18 Nisan 2016 Pazartesi

KIRMIZI IŞIKTA BEKLEYEN CENAZENİN HÜZNÜ

Hayattan ne alabildi, ne verebildi. Belkide eşitlikle bitirdi maçı.
Arkasından ağlayanların gözyaşları eğer toprağını ıslatacak kadar yağdıysa, belkide galipti. İsmini, şerefini, namusunu, intibasını bırakabildi sadece, ama hepsi soyut, hepsi soyut, kimsenin işine yaramayacağı aşikar.

Bazen şen kahkahaları tavanın sıvalarını döktü, bazen iç karartısı güneşi söndürdü, ama 25 bin tane günü bir ömüre sığdıran azınlıktandı, belki onbeş, belkide beş.

Ölümden bahsedildiğinde kendi kendini tartardı, şimdi bir omuzlarda tartılıyor, acı çığlığa karışıyor, çığlık çığlığa.

Ölümün kuşları onu son zamanlarda çatılardan gözledi, belki anladı, belki kayıtsız kaldı. Ama ölmeye kayıtsız kalamadı.

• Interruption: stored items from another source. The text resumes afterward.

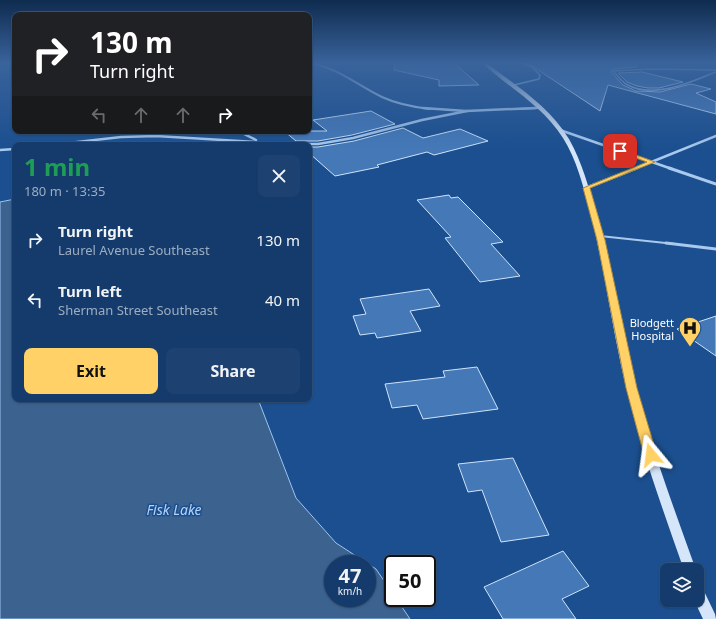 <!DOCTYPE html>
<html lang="en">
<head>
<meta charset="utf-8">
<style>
	:root { --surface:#143b6b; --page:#1d4271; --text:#f1f3f6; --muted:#9dadc1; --line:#33557e; --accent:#ffd166 }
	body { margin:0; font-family:"Noto Sans",sans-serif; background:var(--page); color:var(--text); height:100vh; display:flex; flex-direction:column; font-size:15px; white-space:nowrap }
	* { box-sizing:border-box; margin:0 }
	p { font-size:13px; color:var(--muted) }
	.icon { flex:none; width:22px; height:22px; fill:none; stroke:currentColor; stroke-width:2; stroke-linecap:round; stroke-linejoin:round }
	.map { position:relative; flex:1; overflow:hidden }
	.sheet { position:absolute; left:12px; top:142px; width:300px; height:260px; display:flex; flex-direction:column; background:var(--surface); border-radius:8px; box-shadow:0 1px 3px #0004,0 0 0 1px var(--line) }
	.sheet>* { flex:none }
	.guide { position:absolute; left:12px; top:12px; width:300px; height:122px; border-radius:8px; box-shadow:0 1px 3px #0004,0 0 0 1px var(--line); background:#202124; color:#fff; overflow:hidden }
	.controls { position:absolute; left:660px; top:563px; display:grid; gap:8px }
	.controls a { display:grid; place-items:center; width:44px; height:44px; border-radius:8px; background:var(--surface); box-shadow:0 1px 3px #0004,0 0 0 1px var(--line); font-size:20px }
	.speed { position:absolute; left:324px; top:555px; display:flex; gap:8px; font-size:20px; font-weight:700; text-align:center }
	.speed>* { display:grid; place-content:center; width:52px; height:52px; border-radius:50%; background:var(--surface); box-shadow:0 1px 3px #0004,0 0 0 1px var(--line); line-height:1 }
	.speed small { font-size:10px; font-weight:400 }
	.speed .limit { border:2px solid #111; border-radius:6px; background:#fff; color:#111 }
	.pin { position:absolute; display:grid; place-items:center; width:34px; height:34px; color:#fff; margin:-17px; border-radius:8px; box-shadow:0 2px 6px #0006 }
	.me { position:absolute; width:44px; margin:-22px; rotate:344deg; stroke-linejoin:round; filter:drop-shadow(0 0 3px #0008) }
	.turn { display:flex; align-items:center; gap:14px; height:84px; padding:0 12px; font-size:18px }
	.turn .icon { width:52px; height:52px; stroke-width:2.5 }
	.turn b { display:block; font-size:28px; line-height:34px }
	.lanes { display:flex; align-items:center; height:38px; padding:0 12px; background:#0003; justify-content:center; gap:20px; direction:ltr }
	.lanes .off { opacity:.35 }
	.round { display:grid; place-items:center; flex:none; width:42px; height:42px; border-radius:8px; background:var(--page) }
	.summary { display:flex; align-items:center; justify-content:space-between; height:68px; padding:0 12px }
	h1 { font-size:24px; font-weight:700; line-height:30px; color:#1e9e55 }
	.primary-button { display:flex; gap:8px; margin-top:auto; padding:8px 12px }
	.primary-button a { flex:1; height:46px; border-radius:8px; background:var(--accent); color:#111; font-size:16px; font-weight:700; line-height:46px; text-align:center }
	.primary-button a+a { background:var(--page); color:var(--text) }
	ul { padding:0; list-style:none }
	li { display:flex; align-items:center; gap:12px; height:60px; padding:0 12px }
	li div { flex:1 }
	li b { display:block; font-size:15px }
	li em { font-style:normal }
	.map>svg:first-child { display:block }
	.water { fill:#3c6290; stroke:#9cc4f0; fill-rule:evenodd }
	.building { fill:#4478b7; stroke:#cfe3fa }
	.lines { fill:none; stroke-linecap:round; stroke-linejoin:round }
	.lane-far2 { stroke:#a9c9ee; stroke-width:1.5 }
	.lane-far1 { stroke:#a9c9ee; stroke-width:2 }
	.lane { stroke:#a9c9ee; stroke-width:3 }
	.street-far2 { stroke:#a9c9ee; stroke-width:2 }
	.street-far1 { stroke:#a9c9ee; stroke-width:2.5 }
	.street { stroke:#a9c9ee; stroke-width:3 }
	.secondary { fill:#d6e6fa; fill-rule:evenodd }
	.route { fill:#ffd166; stroke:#a68842 }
	.labels { text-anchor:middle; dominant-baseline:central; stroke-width:3; stroke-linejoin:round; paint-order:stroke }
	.poi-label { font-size:11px; fill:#fff; stroke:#1b4f8f; text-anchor:end }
	.near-water-label { font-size:14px; font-style:italic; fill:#b5d3f5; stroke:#1b4f8f }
</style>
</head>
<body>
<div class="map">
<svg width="716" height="619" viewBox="0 0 716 619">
	<rect width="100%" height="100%" fill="#1b4f8f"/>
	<path class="water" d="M15 199V399H258L296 498 336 543 376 569 393 594V598H396L410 619H0V202ZM333 564H367V598H333Z"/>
	<g class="building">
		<path d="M395 62H453L479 85 439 86V80L394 70Z"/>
		<path d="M526 62H638L637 67 613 69 611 72 623 85 636 91 660 92 691 84 711 89 696 93 716 102V114L608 85 600 111Z"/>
		<path d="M642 72 683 82 659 88H648L637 86 627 82 618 73Z"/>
		<path d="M371 111 395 124 352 135 318 141H296L284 131H327L313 120Z"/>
		<path d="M403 128 423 138 460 129 488 141 434 155 427 152 377 165 379 167 335 176 309 153V147H318L354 141Z"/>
		<path d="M449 195 451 198 458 197 503 242 491 244 520 276 480 282 445 238 451 237 417 200Z"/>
		<path d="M429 289 440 306 410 311 421 331 377 338 375 333 360 335 353 316 366 314 360 299Z"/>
		<path d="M716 316V356L677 329Z"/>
		<path d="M477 367 498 409 423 419 417 405 392 408 385 384 445 377 443 371Z"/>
		<path d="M513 458 549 535 501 542 482 490 468 492 458 464Z"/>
		<path d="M563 551 589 586 562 599 576 619H503L484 587Z"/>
	</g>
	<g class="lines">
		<g class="lane-far2">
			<path d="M716 70 650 69 613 71C617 75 621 81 626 84 653 100 690 82 716 72"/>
			<path d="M514 85 539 79 540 75 532 67 518 62"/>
		</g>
		<path class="lane-far1" d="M600 236 675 244"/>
		<path class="lane" d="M666 243 716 249"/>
		<g class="street-far2">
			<path d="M309 63C337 67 357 85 382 97 397 104 413 107 430 109"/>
			<path d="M516 109 539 108"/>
		</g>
		<g class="street-far1">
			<path d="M423 108 466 111 536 108"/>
			<path d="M560 130 672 169"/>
			<path d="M238 131 256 140"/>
			<path d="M51 145 121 137 156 136 289 144H318L353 138 422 120 467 111"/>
			<path d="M0 150 15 149"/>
			<path d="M634 169 716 136"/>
		</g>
		<g class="street">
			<path d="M669 168 716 184"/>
			<path d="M586 188 637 168"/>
		</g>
		<g class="secondary">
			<path d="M481 62H485C515 85 549 106 569 139 582 162 589 188 596 213 610 263 618 315 630 366 647 436 672 503 696 570H684C660 502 636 435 621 365 610 314 603 262 590 211 583 186 577 160 563 138 542 105 509 88 481 62Z"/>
			<path d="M697 585 702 587 715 614 716 619H703L694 600H697Z"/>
		</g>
	</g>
	<linearGradient id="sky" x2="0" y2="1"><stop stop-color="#0f2b4f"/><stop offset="0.42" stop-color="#39639b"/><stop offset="1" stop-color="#39639b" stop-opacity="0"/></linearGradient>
	<rect width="716" height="149" fill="url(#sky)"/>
	<path class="route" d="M618 150H623L655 162 590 188 605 240 637 388 657 455 655 458 651 460 646 458 644 455 626 388 597 240 583 188 647 162 618 152Z"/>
	<defs>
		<g id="hospital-pin" transform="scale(1.15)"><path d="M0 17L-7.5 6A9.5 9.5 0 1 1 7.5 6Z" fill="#ffd166" stroke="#1b4f8f"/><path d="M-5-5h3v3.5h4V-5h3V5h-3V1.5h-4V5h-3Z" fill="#111"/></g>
	</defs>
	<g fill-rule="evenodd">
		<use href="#hospital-pin" x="690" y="328"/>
	</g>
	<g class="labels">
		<g class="poi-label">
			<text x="674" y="322">Blodgett<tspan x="674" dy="13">Hospital</tspan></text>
		</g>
		<g class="near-water-label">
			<text x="174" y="509">Fisk Lake</text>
		</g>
	</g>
</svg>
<div class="controls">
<a><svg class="icon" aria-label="layers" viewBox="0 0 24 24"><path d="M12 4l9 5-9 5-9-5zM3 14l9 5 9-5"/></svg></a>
</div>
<div class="speed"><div>47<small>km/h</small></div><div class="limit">50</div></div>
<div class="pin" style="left:620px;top:151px;background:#d93025"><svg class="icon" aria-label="arrive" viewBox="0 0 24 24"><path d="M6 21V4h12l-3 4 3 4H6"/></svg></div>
<svg class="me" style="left:651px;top:455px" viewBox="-20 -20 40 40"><path d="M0-17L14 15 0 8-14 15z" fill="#ffd166" stroke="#fff" stroke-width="4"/></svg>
<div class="guide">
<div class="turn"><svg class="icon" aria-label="right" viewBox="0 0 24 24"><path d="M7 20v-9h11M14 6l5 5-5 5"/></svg><div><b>130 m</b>Turn right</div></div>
<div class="lanes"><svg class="icon off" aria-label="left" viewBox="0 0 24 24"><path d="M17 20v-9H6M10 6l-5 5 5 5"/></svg><svg class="icon off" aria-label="ahead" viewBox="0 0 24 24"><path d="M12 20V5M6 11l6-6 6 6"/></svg><svg class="icon off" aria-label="ahead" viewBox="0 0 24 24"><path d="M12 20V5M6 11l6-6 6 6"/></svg><svg class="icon" aria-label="right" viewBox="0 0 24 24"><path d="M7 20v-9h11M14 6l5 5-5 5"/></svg></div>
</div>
<section class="sheet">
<div class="summary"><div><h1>1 min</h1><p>180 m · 13:35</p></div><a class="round"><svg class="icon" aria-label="close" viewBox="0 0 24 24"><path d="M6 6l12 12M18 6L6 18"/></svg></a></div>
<ul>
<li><svg class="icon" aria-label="right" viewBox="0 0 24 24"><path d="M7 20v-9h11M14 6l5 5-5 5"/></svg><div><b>Turn right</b><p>Laurel Avenue Southeast</p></div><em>130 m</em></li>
<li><svg class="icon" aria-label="left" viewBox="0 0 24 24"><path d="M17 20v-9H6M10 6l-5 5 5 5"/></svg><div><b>Turn left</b><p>Sherman Street Southeast</p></div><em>40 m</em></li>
</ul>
<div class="primary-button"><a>Exit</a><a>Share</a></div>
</section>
</div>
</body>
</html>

Ahh işte dostlar, bu kadar yığın soru ve belli belirsizlikler onu bekliyorken, bir cenaze arabasında kırmızı ışığın sönmesini bekliyordu, bu ilahi komediye acı acı gülümsedim. Sanki üzülmeli miydi yattığı yerden, yada dünyaya gülmeli miydi, bırakta artık gideyim dercesinden?